Refinery poser after mine collapses

HARARE - Zimbabwe's plans to set up a platinum metal refinery could be delayed following the indefinite closure of Zimplats’ Bimha Mine, which collapsed last month putting a dent on the country’s beneficiation plans.

Government last year gave the country’s three platinum miners Zimplats, Mimosa and Unki a two-year ultimatum to start processing platinum group metals locally, amid concerns that it could be losing millions of dollars in potential revenue by exporting unprocessed minerals.

Information gathered by the Daily News shows that a refinery requires a feeder of 500 000 ounces of platinum per annum to be viable. However, the three platinum miners produced a combined 430 000 ounces in 2013, up from 340 000 the previous year.

In its 2014 financial year, Zimplats produced 240 000 platinum ounces, while Anglo Platinum’s Unki Mine produced 63 000 ounces and Mimosa 130 000 ounces of the precious metal.

While the three top platinum producers had plans to ramp up production to surpass the 500 000 ounces, the closure of Bimha mine would see Zimplats lose as much as 70 000 platinum ounces in the year through June 2015, or 4,4 percent of output in the 2013 fiscal period.

The projected reduction in production, which is expected to cost the Australian listed miner over $100 million in revenue, will negatively impact on its plans to rump up production required to sustain a refinery.

Economist Christopher Mugaga said government should take into consideration various factors affecting the economy before issuing deadlines to companies.

“I am sure by issuing the deadline, the government was driving to push its beneficiation policy in-line with its ZimAsset blue print and there is nothing strange and wrong about it.

“However, such deadlines and policies also have to take other into consideration, such as the current harsh business environment.

“They (government) have to be balance between wishes and the ability of business to meet them,” he said, adding that ultimatums work in a thriving environment.

Mugaga noted that issues of power and water, which are in short supply, were critical for businesses to thrive.

“A refinery is a capital intensive project which requires a lot of investment and policies such as

indigenisation don’t make it easy. The solution lies in government shifting its policy, in-line with the economic outlook of the country,” he said.

As a stop-gap measure, the Ngezi-based miner has settled to refurbish an existing refinery, set up by BHP at a cost of $100 million according to Implats’ latest results.

On the other hand, London listed resources group, Mwana Africa has hinted on plans to alter its nickel smelter to cater for platinum metals, with struggling RioZim also joining the fray with its Empress Nickel refinery.

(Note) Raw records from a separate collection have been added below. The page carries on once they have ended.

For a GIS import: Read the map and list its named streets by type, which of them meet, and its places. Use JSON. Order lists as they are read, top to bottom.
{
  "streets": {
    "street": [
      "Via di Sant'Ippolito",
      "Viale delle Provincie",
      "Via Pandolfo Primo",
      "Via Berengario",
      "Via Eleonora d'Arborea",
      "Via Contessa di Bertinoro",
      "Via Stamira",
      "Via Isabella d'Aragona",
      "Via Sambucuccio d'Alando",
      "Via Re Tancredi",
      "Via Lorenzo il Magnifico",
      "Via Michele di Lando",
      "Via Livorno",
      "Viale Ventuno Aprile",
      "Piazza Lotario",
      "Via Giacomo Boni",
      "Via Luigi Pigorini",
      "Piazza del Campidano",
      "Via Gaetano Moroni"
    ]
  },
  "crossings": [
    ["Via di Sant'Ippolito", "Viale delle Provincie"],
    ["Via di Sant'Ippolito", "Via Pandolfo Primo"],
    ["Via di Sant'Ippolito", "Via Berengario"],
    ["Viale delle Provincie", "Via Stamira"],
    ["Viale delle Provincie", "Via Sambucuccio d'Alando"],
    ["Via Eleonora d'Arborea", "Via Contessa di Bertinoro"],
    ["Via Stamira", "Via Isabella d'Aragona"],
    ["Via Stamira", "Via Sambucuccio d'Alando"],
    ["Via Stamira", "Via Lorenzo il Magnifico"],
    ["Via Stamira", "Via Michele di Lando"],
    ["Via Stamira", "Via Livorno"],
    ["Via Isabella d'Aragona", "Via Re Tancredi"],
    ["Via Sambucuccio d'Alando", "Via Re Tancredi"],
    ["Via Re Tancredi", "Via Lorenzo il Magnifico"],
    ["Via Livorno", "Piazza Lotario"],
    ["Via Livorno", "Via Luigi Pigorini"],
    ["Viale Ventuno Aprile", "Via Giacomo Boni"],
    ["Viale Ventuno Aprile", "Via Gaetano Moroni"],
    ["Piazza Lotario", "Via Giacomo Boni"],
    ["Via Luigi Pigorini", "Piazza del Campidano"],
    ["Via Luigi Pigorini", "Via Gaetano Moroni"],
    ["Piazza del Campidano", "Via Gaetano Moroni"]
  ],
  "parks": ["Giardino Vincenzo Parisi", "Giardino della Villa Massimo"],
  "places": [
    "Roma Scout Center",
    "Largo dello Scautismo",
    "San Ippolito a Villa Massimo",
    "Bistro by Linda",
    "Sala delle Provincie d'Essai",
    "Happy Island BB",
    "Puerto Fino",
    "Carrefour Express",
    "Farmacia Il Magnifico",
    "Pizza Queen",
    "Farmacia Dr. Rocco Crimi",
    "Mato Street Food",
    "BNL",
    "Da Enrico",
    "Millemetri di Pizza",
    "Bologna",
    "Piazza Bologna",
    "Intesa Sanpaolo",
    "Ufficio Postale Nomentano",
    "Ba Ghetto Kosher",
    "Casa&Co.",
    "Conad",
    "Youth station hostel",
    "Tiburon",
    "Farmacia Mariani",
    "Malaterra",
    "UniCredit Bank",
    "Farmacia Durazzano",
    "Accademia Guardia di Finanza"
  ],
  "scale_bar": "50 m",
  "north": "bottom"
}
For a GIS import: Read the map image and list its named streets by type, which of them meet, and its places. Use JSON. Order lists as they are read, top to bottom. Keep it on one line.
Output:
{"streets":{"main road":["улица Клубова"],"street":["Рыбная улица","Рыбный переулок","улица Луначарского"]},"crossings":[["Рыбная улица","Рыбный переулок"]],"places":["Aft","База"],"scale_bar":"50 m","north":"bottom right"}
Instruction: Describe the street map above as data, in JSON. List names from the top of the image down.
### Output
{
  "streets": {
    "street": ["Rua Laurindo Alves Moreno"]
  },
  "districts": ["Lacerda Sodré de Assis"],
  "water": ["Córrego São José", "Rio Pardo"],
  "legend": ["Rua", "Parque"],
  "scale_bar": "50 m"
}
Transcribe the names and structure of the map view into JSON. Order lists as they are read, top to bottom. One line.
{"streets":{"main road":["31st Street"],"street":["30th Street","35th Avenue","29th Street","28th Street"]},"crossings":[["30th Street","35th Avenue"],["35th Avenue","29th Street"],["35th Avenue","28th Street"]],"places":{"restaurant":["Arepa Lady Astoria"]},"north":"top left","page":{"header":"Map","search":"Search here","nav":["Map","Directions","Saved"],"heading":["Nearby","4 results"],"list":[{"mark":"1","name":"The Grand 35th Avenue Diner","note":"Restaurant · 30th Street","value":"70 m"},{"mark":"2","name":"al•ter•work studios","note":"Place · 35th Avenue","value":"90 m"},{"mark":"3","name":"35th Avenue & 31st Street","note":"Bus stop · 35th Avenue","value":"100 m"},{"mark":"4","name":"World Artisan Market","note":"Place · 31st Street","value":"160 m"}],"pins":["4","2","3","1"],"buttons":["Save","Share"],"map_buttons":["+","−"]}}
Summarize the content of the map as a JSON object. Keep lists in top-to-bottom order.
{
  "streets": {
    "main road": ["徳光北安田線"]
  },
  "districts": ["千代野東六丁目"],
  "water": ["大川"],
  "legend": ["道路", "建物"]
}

Another economist Eric Bloch said the establishment of a refinery was a good initiative which would allow the country to get maximum benefit from its primary products.

“Economically it will allow for miners to get a better price for their metals, generate employment and set an example to other industries the timber industry in Bulawayo where 80 percent of their timber is exported unprocessed,” he said.

Bloch noted that while there are challenges to do with energy “but by the time the refinery is completed in terms of equipment, the current power upgrades being initiated by government will be complete”.

Zimbabwe’s power situation, where it has a generation capacity of 1 320 megawatts against a demand of 2 200MW, poses a challenge for a smelter which requires high volumes of power.